Speculative decoding accelerates this process using a simple insight: given context, some tokens are easier to predict than others, such as code syntax, or the answer to 1+1=. A smaller, faster “draft” model can propose multiple tokens that a larger “target” model verifies in parallel. When the draft model’s predictions align with what the target would have produced, we get multiple tokens from a single target forward pass. The ability of the transformer to generate logits for an input sequence in parallel is what we exploit to get a speed-up in wall clock time.
The Basic Algorithm
- Draft Phase: A small model generates γ (gamma) candidate tokens autoregressively
- Verify Phase: The target model processes all γ tokens in one forward pass
- Accept/Reject: Using rejection sampling, accept tokens where draft matches target distribution
- Bonus Token: Sample one additional token from the target’s distribution
The key mathematical guarantee: the output distribution is identical to running the target model alone. We’re not approximating—we’re getting exact samples faster. (refer paper)
Rejection Sampling
For each drafted token, we compare probabilities:
-
p(x)= target model’s probability for token x -
q(x)= draft model’s probability for token x
Accept the token with probability min(1, p(x)/q(x)). If rejected at position k:
- Discard tokens k onwards
- Sample a new token from
max(0, p - q)(the “residual” distribution)
This ensures we never accept tokens the target model wouldn’t have produced.
Batched Implementation Challenges
Speculative decoding seems simple enough to implement for B=1. How do we exploit batching to process multiple sequences at once?
Extending speculative decoding to batches introduces significant complexity. The core issue: different sequences accept different numbers of tokens.
Consider a batch of 3 sequences with γ=5:
- Sequence 0: accepts 5 tokens (all drafts correct)
- Sequence 1: accepts 2 tokens (rejection at position 3)
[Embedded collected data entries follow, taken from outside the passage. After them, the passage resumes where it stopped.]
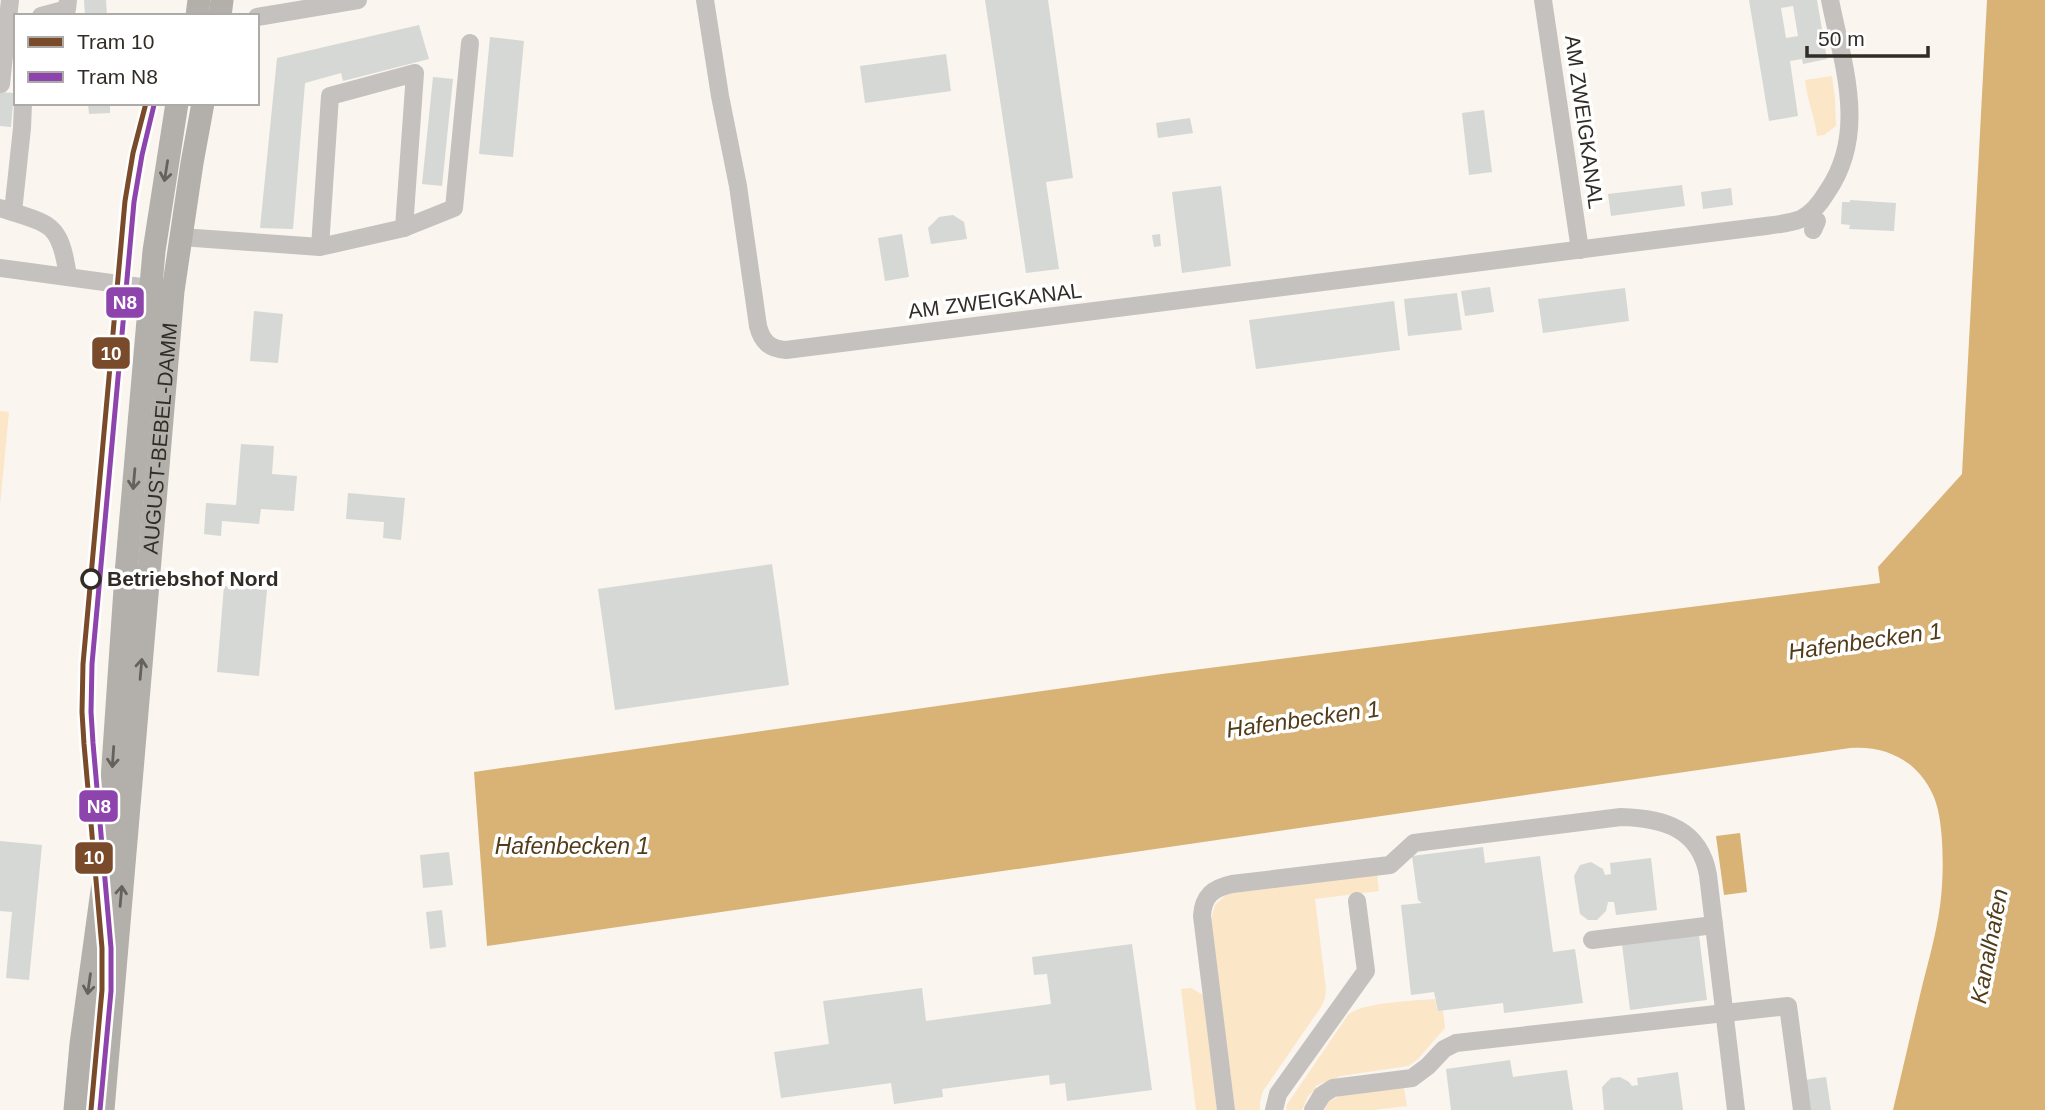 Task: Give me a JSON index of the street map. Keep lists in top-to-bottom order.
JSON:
{
  "streets": {
    "main road": ["AUGUST-BEBEL-DAMM"],
    "street": ["AM ZWEIGKANAL"]
  },
  "water": ["Hafenbecken 1", "Kanalhafen"],
  "places": ["Betriebshof Nord"],
  "lines": ["tram line 10", "tram line N8"],
  "legend": ["Tram 10", "Tram N8"],
  "scale_bar": "50 m"
} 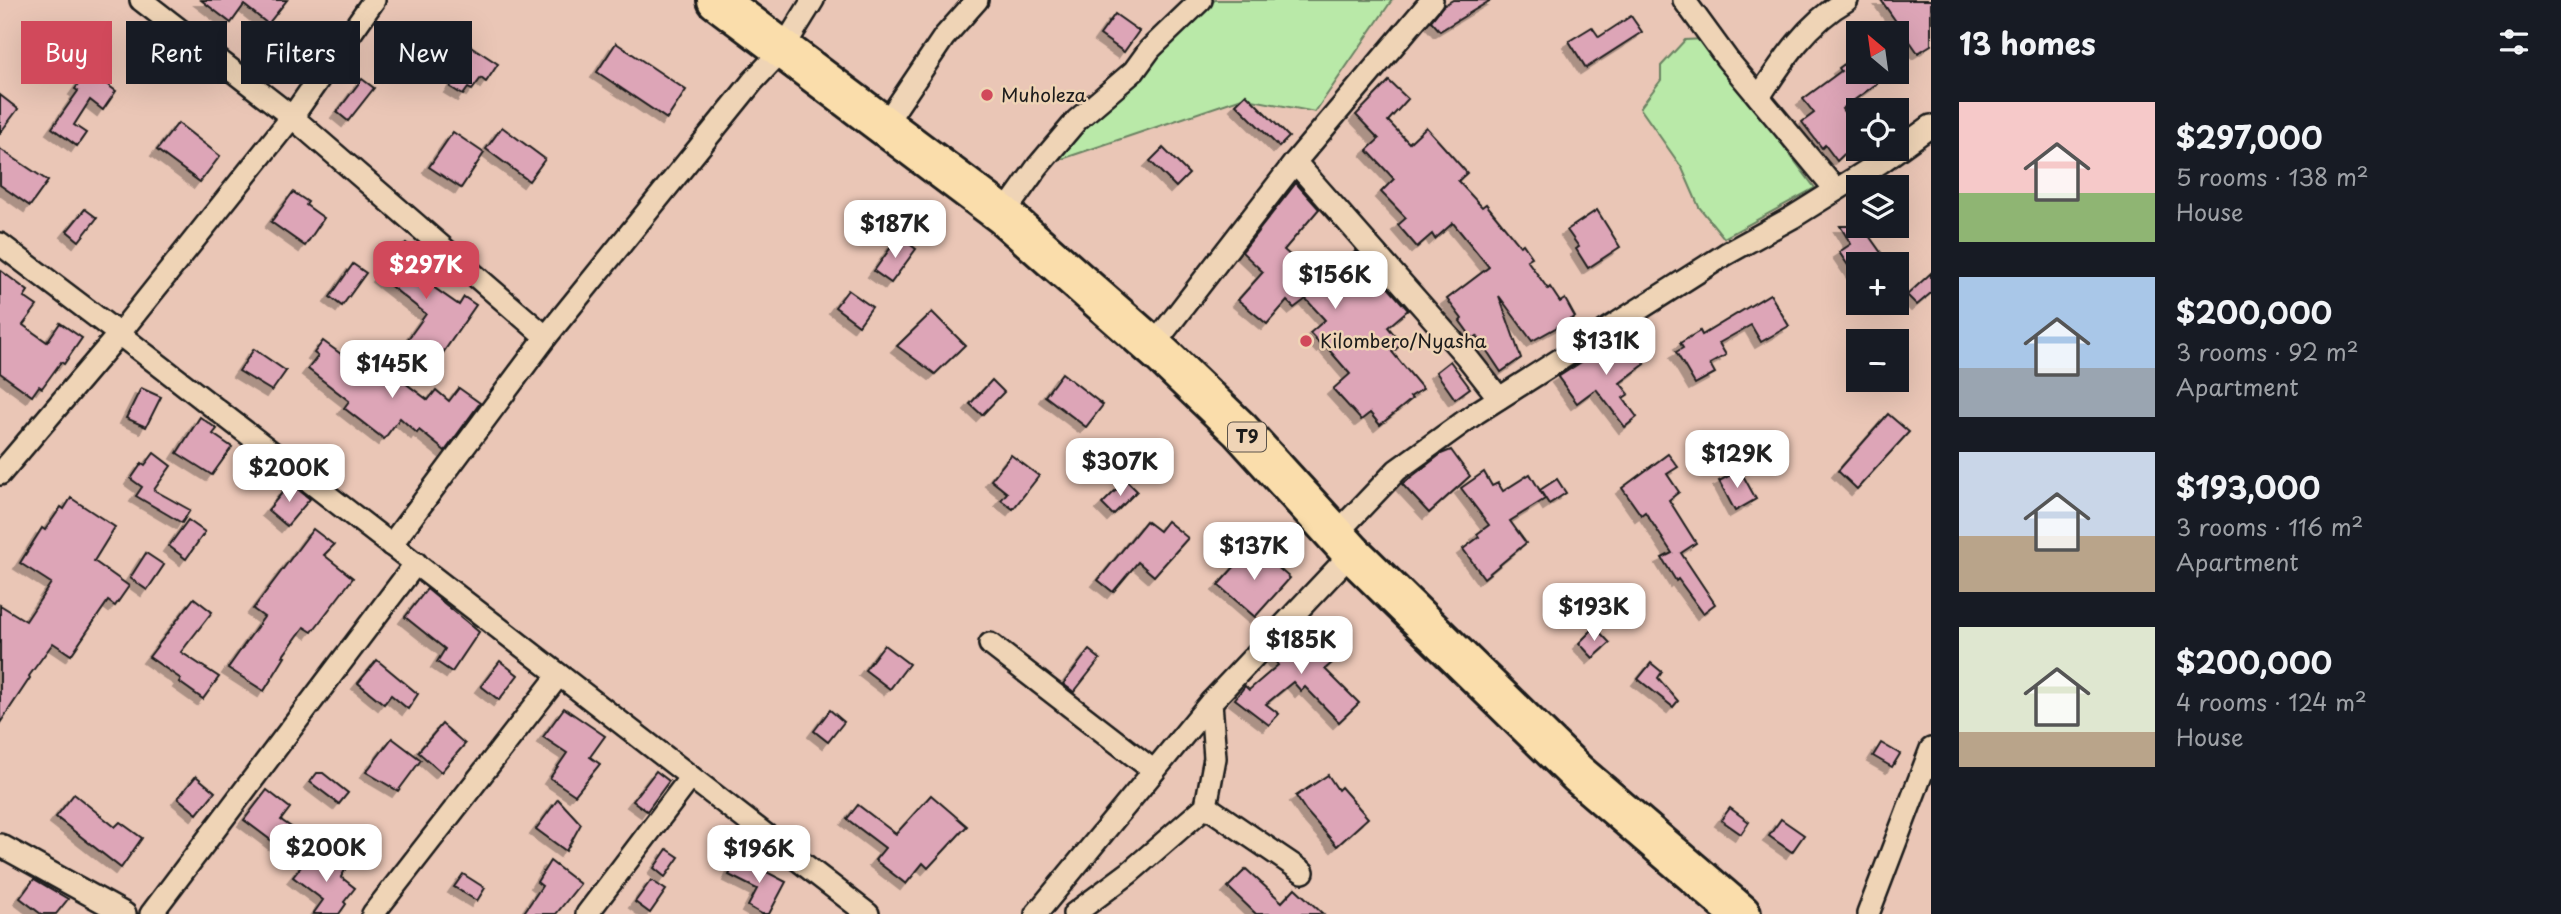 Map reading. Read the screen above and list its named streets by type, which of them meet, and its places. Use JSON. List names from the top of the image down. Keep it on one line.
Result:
{"streets":{"highway":["T9"]},"places":["Muholeza","Kilombero/Nyasha"],"north":"top left","page":{"heading":"13 homes","map_buttons":["+","−"],"chip":["Buy","Rent","Filters","New"],"list":[{"name":"$297,000","note":"5 rooms · 138 m² · House"},{"name":"$200,000","note":"3 rooms · 92 m² · Apartment"},{"name":"$193,000","note":"3 rooms · 116 m² · Apartment"},{"name":"$200,000","note":"4 rooms · 124 m² · House"}],"price":["$187K","$297K","$156K","$131K","$145K","$129K","$307K","$200K","$137K","$193K","$185K","$200K","$196K"]}} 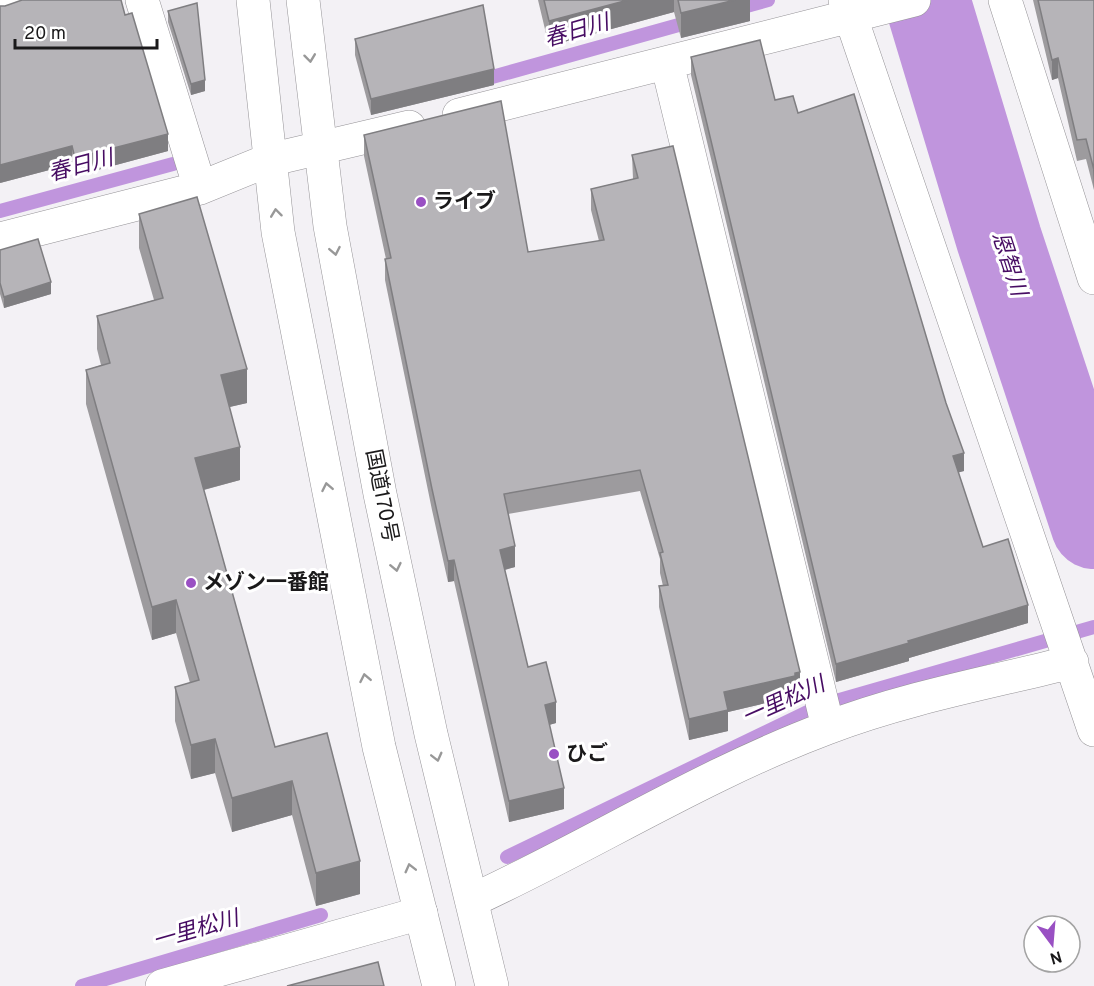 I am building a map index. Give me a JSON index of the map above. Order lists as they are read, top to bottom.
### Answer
{
  "streets": {
    "main road": ["国道170号"]
  },
  "water": ["春日川", "恩智川", "一里松川"],
  "places": ["ライブ", "メゾン一番館", "ひご"],
  "scale_bar": "20 m",
  "north": "bottom"
} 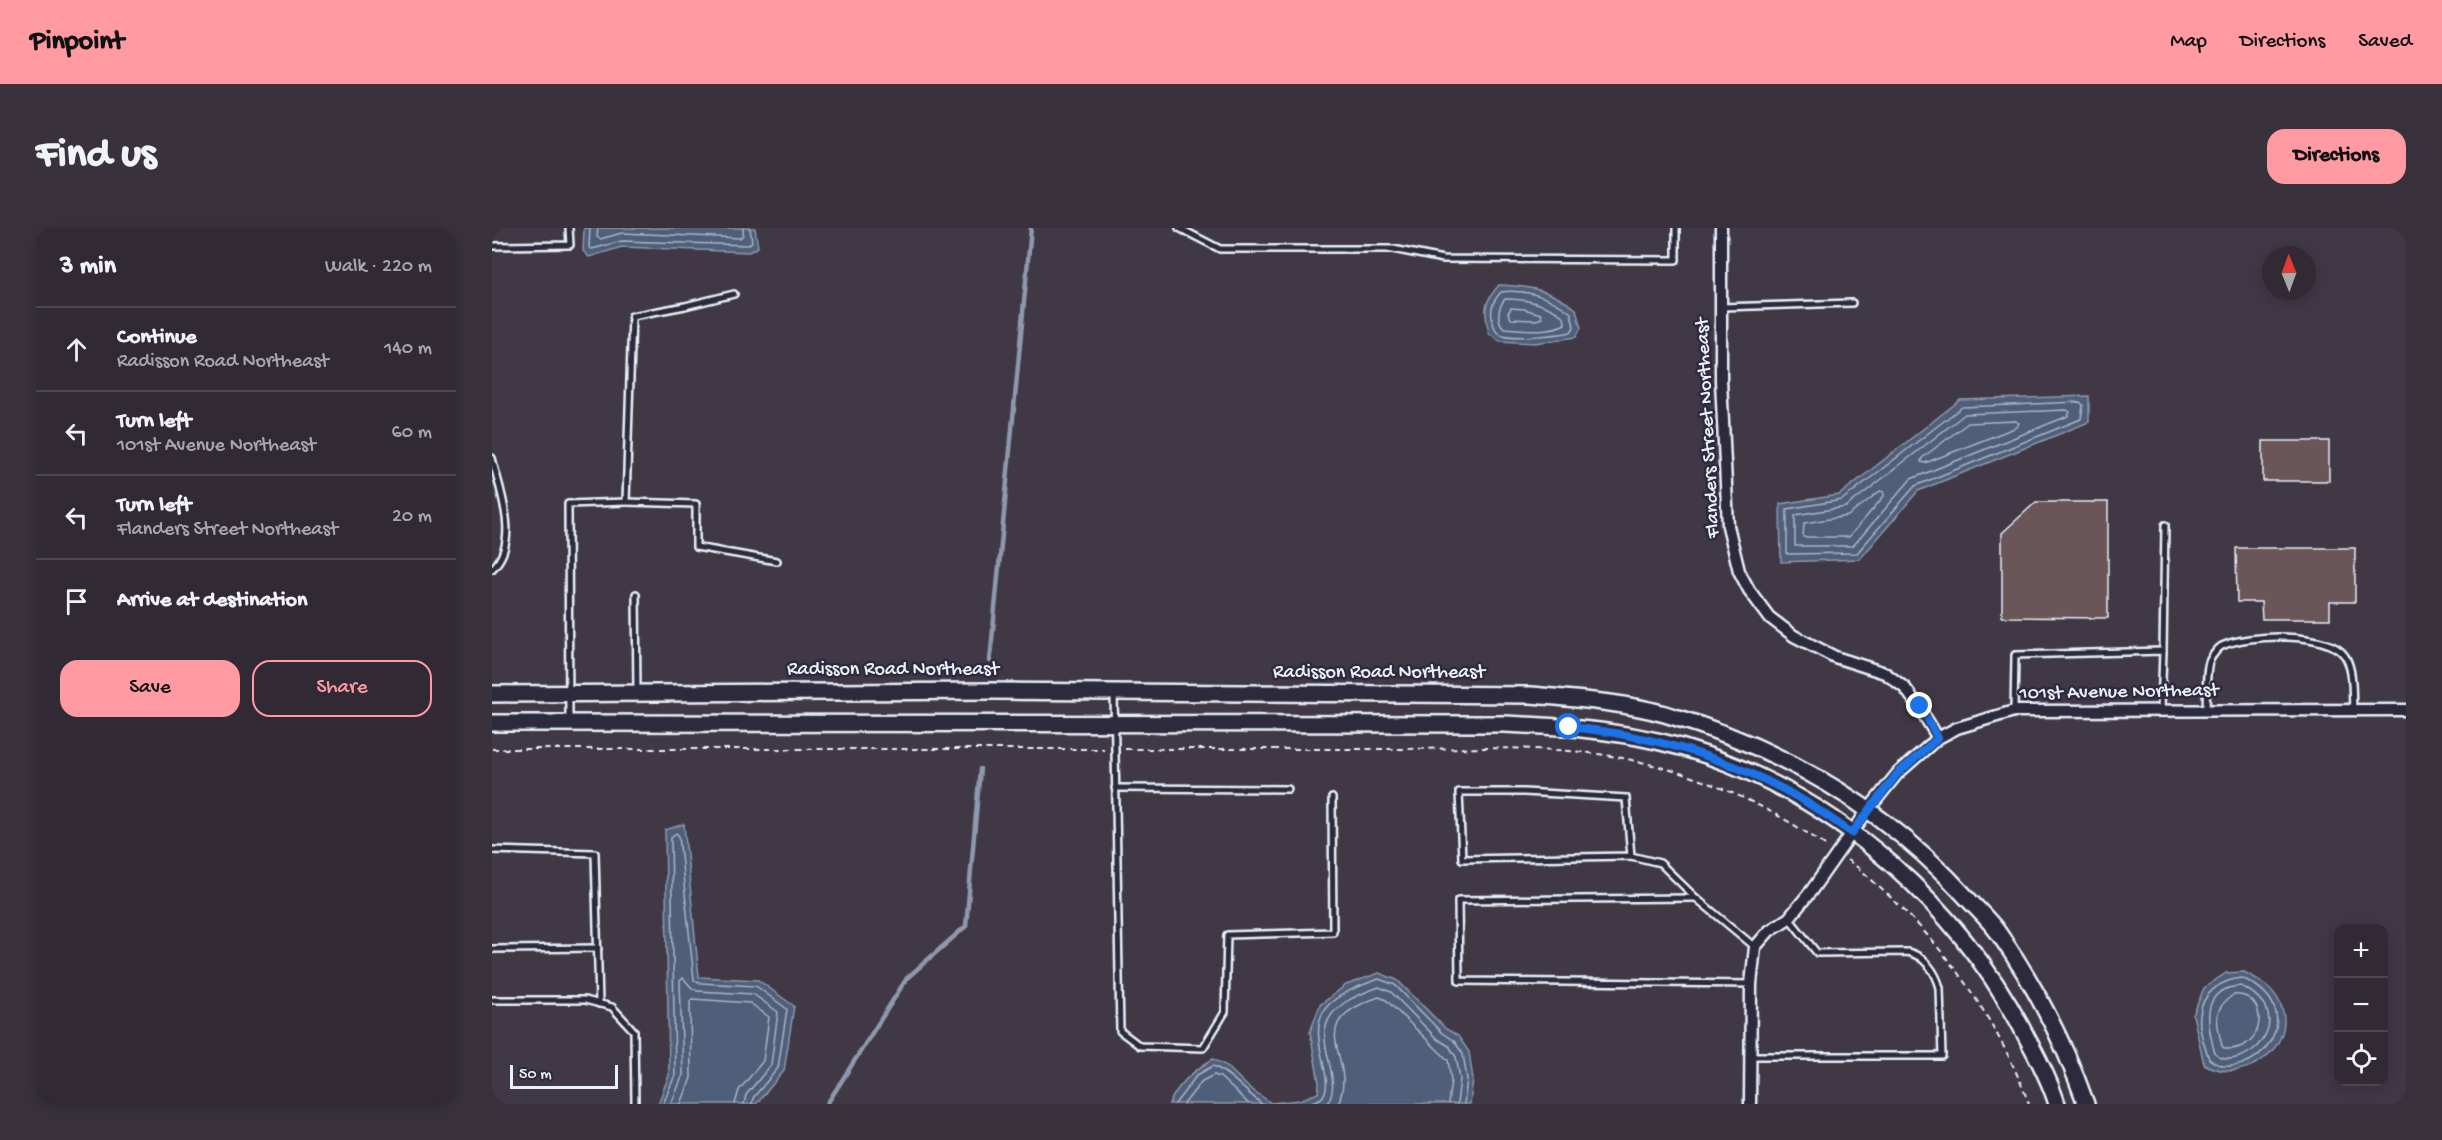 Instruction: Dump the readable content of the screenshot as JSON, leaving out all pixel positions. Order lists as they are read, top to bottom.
{
  "streets": {
    "main road": ["Radisson Road Northeast"],
    "street": ["Flanders Street Northeast", "101st Avenue Northeast"]
  },
  "crossings": [
    ["Flanders Street Northeast", "101st Avenue Northeast"],
    ["Radisson Road Northeast", "101st Avenue Northeast"]
  ],
  "scale_bar": "50 m",
  "north": "top",
  "page": {
    "header": "Pinpoint",
    "nav": ["Map", "Directions", "Saved"],
    "buttons": [
      "Directions",
      ["Save", "Share"]
    ],
    "title": "Find us",
    "heading": ["3 min", "Walk · 220 m"],
    "list": [
      ["Continue", "Radisson Road Northeast", "140 m"],
      ["Turn left", "101st Avenue Northeast", "60 m"],
      ["Turn left", "Flanders Street Northeast", "20 m"],
      "Arrive at destination"
    ],
    "map_buttons": ["+", "−"],
    "scale": "50 m"
  }
}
- Sequence 2: accepts 4 tokens
After one iteration, sequences have different lengths. How do we handle this efficiently?
Two Approaches
Approach 1: Per-Sequence Tracking (v1)
- Track individual
start_positionsper sequence - Process only active sequences in draft loop
- Use DynamicCache with pruning to minimum length
- Sequences “catch up” by processing variable token ranges
Approach 2: Synchronized Batch Position (v2)
- Single
batch_positionfor all sequences - Use attention masking to handle “gaps” from rejections
- Place bonus tokens at max accepted position
- Simpler indexing but requires careful mask management
The v2 Implementation
Design Philosophy
v2 uses a synchronized batch_position pointer and StaticCache. All sequences share the same position in the tensor, with attention masks handling the variable-length reality.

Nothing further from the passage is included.